In this opinion the other judges concurred.

 Waterbury Hospital and Waterbury Hospital Geropsychology Center are the only defendants that are parties to this appeal. Prior to the court’s rendering of summary judgment in favor of those defendants, the plaintiff withdrew her claims against the defendants American Medical Response of Connecticut, Robert Behrends, Arvind D. Shah and Jeffrey Boyd, and the court granted the defendant Waterbury Convalescent Center’s motion for a judgment of nonsuit on the basis of the plaintiffs failure to provide responses to the center’s request for production. In this opinion, we refer to Waterbury Hospital and Waterbury Hospital Geropsychology Center as the Waterbury Hospital defendants.

 The plaintiff subsequently withdrew the action as to Behrends and Shah. See footnote 1.

 In that regard, the responses provided to Behrends and Shah included slightly more information than those provided to the Waterbury Hospital defendants. The plaintiff informed Behrends and Shah that she expected to have two expert witnesses testify, Borden and Susan H. Caplet of the state department of public health. She identified “[c]are and treatment given to John Vitone by the Defendants” as the subject matter on which Borden would testily, and “[h]er investigation into violations of Public Health Code by Defendants” as the subject matter on which Caplet would testify. The plaintiff also provided brief, generalized answers to questions regarding the substance of the facts and opinions about which each expert would testify and the grounds for those opinions. For example, the substance of the facts and opinions about which Borden was expected to testify was identified as “[standards of care which the Defendants failed to maintain,” and the grounds for his opinion were stated to be “[mjedical records of John Vitone.”

 Also on February 19, 2003, the plaintiff withdrew claims she had asserted against another physician, Jeffrey Boyd. Waterbury Convalescent Center’s motion for a judgment of nonsuit already had been granted on April 1, 2002.

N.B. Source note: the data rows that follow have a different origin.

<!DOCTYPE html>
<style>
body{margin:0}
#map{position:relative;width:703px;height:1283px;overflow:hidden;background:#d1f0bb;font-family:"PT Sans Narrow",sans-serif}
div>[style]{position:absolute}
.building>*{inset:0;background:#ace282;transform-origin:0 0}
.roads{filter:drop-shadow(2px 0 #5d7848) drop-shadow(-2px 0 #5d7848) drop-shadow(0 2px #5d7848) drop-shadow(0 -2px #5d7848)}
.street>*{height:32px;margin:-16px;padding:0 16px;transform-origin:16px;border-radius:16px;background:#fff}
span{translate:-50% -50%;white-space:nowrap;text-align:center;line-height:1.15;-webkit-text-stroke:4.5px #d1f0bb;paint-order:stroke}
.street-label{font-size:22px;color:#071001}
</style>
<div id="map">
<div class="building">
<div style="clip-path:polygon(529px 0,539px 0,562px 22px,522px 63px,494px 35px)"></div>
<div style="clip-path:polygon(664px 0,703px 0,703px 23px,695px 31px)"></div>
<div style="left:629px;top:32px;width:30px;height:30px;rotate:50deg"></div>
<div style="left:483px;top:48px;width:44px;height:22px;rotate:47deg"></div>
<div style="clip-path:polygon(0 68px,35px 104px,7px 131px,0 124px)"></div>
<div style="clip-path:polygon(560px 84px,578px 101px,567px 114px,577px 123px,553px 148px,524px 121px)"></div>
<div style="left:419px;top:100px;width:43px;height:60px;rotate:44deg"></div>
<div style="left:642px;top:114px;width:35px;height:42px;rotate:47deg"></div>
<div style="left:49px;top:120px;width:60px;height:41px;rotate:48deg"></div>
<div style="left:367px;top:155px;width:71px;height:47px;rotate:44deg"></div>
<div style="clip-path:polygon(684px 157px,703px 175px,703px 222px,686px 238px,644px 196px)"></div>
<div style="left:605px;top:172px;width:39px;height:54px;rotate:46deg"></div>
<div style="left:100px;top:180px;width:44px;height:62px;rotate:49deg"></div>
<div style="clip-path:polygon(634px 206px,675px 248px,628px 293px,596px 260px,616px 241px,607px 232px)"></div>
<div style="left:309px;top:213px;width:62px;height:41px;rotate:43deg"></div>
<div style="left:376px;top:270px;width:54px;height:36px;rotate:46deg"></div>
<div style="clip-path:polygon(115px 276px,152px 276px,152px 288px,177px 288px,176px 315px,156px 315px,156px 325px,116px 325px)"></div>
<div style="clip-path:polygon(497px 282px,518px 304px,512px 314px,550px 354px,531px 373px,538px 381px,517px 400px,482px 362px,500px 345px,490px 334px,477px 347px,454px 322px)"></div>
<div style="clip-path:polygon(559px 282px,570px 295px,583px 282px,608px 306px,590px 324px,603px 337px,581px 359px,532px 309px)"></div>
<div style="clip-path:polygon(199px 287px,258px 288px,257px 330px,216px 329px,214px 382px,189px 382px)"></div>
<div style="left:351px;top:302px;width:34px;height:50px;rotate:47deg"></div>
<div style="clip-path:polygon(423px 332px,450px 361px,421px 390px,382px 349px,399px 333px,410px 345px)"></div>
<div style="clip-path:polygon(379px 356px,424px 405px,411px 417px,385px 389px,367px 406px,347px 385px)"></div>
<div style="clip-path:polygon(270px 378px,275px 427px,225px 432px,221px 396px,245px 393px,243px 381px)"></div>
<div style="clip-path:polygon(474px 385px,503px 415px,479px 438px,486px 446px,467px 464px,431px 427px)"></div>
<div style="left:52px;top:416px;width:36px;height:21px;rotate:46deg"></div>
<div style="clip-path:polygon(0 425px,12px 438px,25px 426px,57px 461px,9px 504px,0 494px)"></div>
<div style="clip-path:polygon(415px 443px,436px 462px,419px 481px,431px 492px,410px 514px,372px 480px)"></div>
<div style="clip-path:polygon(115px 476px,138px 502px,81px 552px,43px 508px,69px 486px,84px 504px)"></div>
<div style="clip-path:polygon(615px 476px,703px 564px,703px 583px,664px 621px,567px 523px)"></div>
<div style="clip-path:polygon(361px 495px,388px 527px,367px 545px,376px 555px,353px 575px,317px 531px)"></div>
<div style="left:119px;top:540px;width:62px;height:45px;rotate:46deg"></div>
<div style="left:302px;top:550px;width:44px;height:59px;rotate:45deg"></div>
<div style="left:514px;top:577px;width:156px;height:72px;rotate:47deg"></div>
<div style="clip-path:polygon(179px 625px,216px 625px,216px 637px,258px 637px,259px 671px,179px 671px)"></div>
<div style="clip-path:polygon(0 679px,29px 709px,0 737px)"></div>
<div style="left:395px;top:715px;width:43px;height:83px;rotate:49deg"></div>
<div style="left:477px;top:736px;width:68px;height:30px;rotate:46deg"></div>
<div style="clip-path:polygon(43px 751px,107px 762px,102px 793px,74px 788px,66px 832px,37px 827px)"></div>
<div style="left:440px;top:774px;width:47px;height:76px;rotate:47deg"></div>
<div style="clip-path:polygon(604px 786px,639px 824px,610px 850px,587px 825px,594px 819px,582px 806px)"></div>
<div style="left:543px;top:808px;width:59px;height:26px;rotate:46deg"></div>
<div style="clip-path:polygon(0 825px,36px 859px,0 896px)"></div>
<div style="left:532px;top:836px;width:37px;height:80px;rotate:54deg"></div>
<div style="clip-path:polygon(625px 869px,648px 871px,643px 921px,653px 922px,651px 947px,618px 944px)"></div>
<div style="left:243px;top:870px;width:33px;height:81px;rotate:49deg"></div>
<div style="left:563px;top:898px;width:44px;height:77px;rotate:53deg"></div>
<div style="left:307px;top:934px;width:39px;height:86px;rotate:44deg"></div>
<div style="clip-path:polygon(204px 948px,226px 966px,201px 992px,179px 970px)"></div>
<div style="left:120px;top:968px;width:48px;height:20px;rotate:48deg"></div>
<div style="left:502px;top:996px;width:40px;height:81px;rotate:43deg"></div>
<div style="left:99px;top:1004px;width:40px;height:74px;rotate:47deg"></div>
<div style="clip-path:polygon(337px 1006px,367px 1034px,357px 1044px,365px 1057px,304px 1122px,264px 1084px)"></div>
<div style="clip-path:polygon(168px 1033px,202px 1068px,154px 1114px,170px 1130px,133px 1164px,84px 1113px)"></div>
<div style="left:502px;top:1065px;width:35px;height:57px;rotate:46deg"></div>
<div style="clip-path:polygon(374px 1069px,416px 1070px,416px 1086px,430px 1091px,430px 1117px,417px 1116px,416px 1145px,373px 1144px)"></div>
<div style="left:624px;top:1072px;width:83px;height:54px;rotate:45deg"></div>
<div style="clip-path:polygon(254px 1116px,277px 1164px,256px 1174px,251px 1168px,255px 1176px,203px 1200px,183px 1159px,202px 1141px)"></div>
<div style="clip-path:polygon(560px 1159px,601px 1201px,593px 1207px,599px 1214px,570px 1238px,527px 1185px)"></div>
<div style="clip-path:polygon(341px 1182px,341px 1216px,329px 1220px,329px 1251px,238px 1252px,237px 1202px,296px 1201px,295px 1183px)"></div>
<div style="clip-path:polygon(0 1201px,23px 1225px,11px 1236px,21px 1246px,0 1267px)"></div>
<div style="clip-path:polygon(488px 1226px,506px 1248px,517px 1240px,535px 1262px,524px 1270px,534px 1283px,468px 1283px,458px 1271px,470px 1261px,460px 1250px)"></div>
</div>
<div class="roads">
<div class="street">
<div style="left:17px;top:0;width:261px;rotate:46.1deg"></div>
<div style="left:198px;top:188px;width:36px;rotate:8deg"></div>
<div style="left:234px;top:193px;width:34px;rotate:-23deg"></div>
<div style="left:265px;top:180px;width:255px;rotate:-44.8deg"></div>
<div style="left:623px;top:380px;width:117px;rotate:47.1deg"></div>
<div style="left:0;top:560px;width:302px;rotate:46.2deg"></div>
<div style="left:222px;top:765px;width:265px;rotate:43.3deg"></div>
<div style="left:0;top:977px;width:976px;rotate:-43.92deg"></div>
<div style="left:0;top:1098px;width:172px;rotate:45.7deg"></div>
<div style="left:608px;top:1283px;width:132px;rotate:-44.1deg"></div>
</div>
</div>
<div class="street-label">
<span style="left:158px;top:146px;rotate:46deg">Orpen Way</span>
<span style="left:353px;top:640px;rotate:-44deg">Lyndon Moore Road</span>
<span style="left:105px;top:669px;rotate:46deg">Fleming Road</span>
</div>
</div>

 “To prevail in a medical malpractice action, the plaintiff must prove (1) the requisite standard of care for treatment, (2) a deviation from that standard of care, and (3) a causal connection between the deviation and the claimed injury. Generally, expert testimony is required to establish both the standard of care to which the defendant is held and the breach of that *352standard.” D. Faulkner & S. Graves, Connecticut Trial Evidence Notebook (2d Ed. 2004) E-36, citing Gold v. Greenwich Hospital Assn., 262 Conn. 248, 254-55, 811 A.2d 1266 (2002).

 Practice Book § 13-4 (4) requires, essentially, the disclosure of the information requested in the interrogatories the defendants had propounded to the plaintiff: “the name of [each] expert [expected to be called as a witness at trial], the subject matter on which the expert is expected to testify, the substance of the facts and opinions to which the expert is expected to testify, and a summary of the grounds for each opinion . . . .” Practice Book § 13-4 (4). The rule requires disclosure to be made “to all other parties . . . .” Practice Book § 13-4 (4).